[Collected data entries]
────────────────────

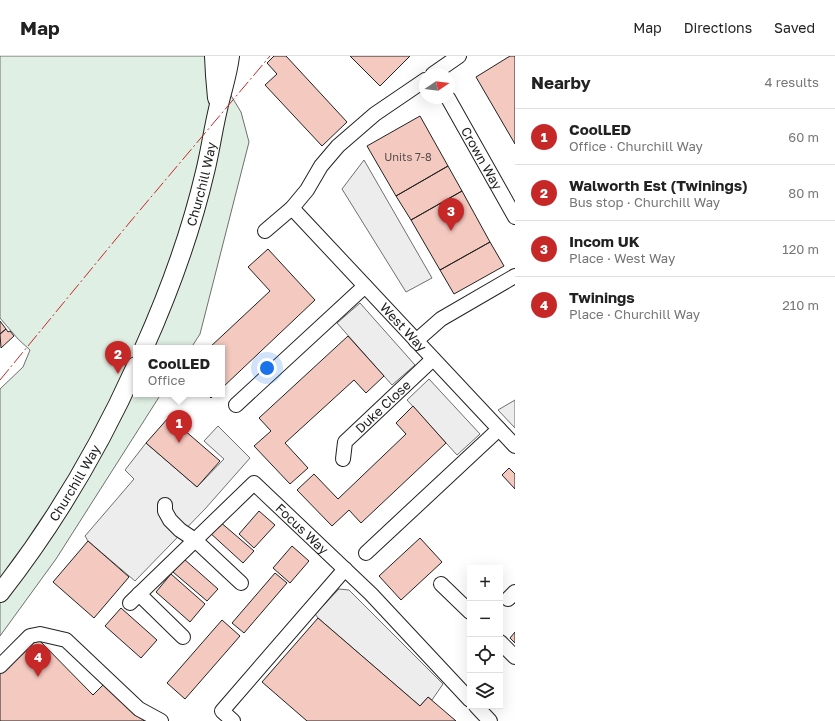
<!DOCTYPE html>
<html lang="en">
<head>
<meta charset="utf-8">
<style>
	body { margin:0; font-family:"Golos Text",sans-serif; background:#f2f2f2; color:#222 }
	.controls { position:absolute; right:12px; bottom:12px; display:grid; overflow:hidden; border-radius:0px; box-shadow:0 4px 16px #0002 }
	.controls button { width:36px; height:36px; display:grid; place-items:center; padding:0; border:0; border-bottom:1px solid #e0e0e0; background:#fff; color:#222; font:20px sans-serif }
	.compass { position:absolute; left:419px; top:12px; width:36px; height:36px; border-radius:50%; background:#fff; box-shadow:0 4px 16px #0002; rotate:77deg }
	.you { position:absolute; left:267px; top:312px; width:14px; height:14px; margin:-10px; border:3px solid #fff; border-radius:50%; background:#1a73e8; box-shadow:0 0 0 6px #1a73e833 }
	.badge { display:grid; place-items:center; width:26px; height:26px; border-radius:50%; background:#c62828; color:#fff; font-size:13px; font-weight:700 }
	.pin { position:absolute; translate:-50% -33px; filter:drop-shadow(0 1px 2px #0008) }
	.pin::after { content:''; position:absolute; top:21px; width:14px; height:12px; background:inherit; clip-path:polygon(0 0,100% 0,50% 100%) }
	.popup { position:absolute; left:133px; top:289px; width:92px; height:52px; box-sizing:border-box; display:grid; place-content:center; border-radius:0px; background:#fff; filter:drop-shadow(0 1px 3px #0005); font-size:13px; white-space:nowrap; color:#767676 }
	.popup b { font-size:15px; color:#222 }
	.popup::after { content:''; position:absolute; left:50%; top:100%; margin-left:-8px; border:8px solid transparent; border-top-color:#fff }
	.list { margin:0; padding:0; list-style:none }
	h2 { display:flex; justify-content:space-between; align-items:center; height:52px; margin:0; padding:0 16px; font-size:17px }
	h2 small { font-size:13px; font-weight:400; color:#767676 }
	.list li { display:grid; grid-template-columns:26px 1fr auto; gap:12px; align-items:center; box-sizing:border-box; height:56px; padding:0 16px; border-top:1px solid #e0e0e0 }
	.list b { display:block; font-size:15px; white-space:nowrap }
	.list p { margin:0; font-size:13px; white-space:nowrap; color:#767676 }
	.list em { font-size:13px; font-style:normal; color:#767676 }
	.icon { flex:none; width:22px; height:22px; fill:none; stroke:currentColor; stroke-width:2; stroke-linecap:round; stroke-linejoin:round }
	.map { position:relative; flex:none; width:515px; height:665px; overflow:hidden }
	header { display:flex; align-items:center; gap:24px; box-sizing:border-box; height:56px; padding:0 20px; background:#fff; border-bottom:1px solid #e0e0e0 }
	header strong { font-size:19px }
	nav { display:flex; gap:22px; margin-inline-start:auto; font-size:14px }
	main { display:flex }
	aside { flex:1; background:#fff }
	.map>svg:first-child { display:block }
	.green { fill:#e0efe3; stroke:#6f6f6f }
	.parking { fill:#ededed; stroke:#6f6f6f }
	.building { fill:#f3c9c0; stroke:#222 }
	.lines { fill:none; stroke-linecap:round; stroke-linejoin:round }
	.minor-casing { stroke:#222; stroke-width:16 }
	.major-casing { stroke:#222; stroke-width:20 }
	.minor { stroke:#fff; stroke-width:14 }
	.major { stroke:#fff; stroke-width:18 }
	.power { stroke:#c62828; stroke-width:1; stroke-dasharray:14 3 2 3; stroke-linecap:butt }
	.labels { text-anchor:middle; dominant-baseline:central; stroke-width:3; stroke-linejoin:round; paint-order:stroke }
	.number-label { font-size:11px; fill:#564c4a }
	.street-label { font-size:13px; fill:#222; stroke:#fff }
</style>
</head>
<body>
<header>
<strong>Map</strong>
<nav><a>Map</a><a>Directions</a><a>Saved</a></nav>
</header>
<main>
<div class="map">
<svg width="515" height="665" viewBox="0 0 515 665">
	<rect width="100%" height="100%" fill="#fff"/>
	<path class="green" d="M0 0H207L241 56 249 86 200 278 191 292H136V338H161L56 503 0 580V333L23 311 30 294 18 283 0 262Z"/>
	<path class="parking" d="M364 104 432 222 406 236 342 133Z
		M360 247 415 309 392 329 337 267Z
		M429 323 480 378 457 399 407 344Z
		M515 344V372L498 354Z
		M218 370 250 402 205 453 135 525 88 485 85 480 134 423 125 414 146 387 197 431 224 403 204 385Z
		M339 533 349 534 443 628 432 644 428 641 420 650 318 562 315 558Z"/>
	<path class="building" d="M274 0H286L347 66 322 90 265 29 277 18 267 7Z
		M350 0H410L380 30Z
		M510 0H515V88L476 21Z
		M420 60 448 110 396 140 367 90Z
		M448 110 462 135 411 164 396 140Z
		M462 135 490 186 440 214 411 164Z
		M490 186 504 210 454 238 440 214Z
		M268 193 315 244 222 332V292H209L270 235 248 211Z
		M0 265 6 273 0 278Z
		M6 273 8 276 10 275 14 280 1 292 0 278Z
		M348 280 384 320 366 337 354 324 285 387 308 412 290 428 254 390 271 375 259 362Z
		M207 338H215L211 342Z
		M413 350 446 387 361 467 349 454 332 470 297 434 314 418 338 443 406 378 396 367Z
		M169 361 220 405 197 431 146 387Z
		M509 412 515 418V433L502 419Z
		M259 455 275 469 254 492 239 478Z
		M219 465 254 495 243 507 209 476Z
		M420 482 442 506 401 544 379 520Z
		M88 485 129 521 94 562 53 526Z
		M292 490 309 505 290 527 273 512Z
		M184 503 218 533 207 545 173 516Z
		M275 517 287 527 244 577 232 567Z
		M171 518 205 548 190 566 156 536Z
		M121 552 157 584 141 602 105 570Z
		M318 562 420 650 428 641 456 665H307L262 626Z
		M222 564 240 580 185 643 167 627Z
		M515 576V587L510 582Z
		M36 581 93 639 106 626 144 665H0V616Z"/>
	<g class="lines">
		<g class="minor-casing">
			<g id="minor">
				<path d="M433 18 459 0"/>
				<path id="s1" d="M448 42 515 161"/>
				<path id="s2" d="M292 152 515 390"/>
				<path d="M265 175 292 152 307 134 321 110 338 90 375 58 425 24"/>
				<path d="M416 285 441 263 515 220"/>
				<path d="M236 349 365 230"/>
				<path id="s3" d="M343 403 345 386 433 303"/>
				<path d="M165 449V455L170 464 180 474 195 484 241 527"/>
				<path d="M366 497 499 373"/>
				<path d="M441 528 470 556"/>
				<path d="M139 538 183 581"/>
				<path d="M508 543 515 536"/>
				<path id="s4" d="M130 547 254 427 371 538 470 644"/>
				<path d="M500 586 515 601"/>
				<path d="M0 610 30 580 40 578 66 584 139 653 161 665"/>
				<path d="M476 650 490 665"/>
				<path d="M233 665 222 655 345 513"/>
			</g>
		</g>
		<g class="major-casing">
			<g id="major">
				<path d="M214 0 215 19 217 42"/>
				<path id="s5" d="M144 292C169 236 191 176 205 116 210 96 213 74 218 53 222 35 228 18 230 0"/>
				<path id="s6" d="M0 537C54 468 100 390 136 310"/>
			</g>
		</g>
		<use href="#minor" class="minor"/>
		<use href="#major" class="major"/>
		<path class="power" d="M0 324 130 166 270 0"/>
	</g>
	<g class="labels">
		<g class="number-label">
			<text x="408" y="100">Units 7-8</text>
		</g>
		<g class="street-label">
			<text stroke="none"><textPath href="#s1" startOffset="69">Crown Way</textPath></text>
			<text stroke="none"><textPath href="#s5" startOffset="174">Churchill Way</textPath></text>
			<text stroke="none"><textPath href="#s2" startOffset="163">West Way</textPath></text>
			<text stroke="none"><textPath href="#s3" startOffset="69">Duke Close</textPath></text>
			<text stroke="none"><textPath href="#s6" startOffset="133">Churchill Way</textPath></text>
			<text stroke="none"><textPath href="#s4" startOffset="239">Focus Way</textPath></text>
		</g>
	</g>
</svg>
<div class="controls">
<button>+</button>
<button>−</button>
<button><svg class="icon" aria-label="locate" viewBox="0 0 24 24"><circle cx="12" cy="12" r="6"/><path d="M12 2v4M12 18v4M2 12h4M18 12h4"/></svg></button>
<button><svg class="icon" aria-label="layers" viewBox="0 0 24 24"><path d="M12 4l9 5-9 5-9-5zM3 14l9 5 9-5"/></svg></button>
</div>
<svg class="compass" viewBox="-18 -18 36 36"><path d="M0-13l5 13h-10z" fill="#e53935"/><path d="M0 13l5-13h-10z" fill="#767676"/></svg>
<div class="you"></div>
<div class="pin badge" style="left:179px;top:387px">1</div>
<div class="popup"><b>CoolLED</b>Office</div>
<div class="pin badge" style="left:118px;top:318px">2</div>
<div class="pin badge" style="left:451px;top:175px">3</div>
<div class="pin badge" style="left:38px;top:621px">4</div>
</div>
<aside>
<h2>Nearby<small>4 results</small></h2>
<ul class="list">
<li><span class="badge">1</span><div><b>CoolLED</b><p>Office · Churchill Way</p></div><em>60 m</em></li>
<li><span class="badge">2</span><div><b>Walworth Est (Twinings)</b><p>Bus stop · Churchill Way</p></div><em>80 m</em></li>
<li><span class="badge">3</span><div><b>Incom UK</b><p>Place · West Way</p></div><em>120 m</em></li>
<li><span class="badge">4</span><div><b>Twinings</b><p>Place · Churchill Way</p></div><em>210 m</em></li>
</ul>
</aside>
</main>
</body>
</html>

────────────────────

Please show every line of the records that holds the word "compass".

▶ Solution for this exercise:
	.compass { position:absolute; left:419px; top:12px; width:36px; height:36px; border-radius:50%; background:#fff; box-shadow:0 4px 16px #0002; rotate:77deg }
<svg class="compass" viewBox="-18 -18 36 36"><path d="M0-13l5 13h-10z" fill="#e53935"/><path d="M0 13l5-13h-10z" fill="#767676"/></svg>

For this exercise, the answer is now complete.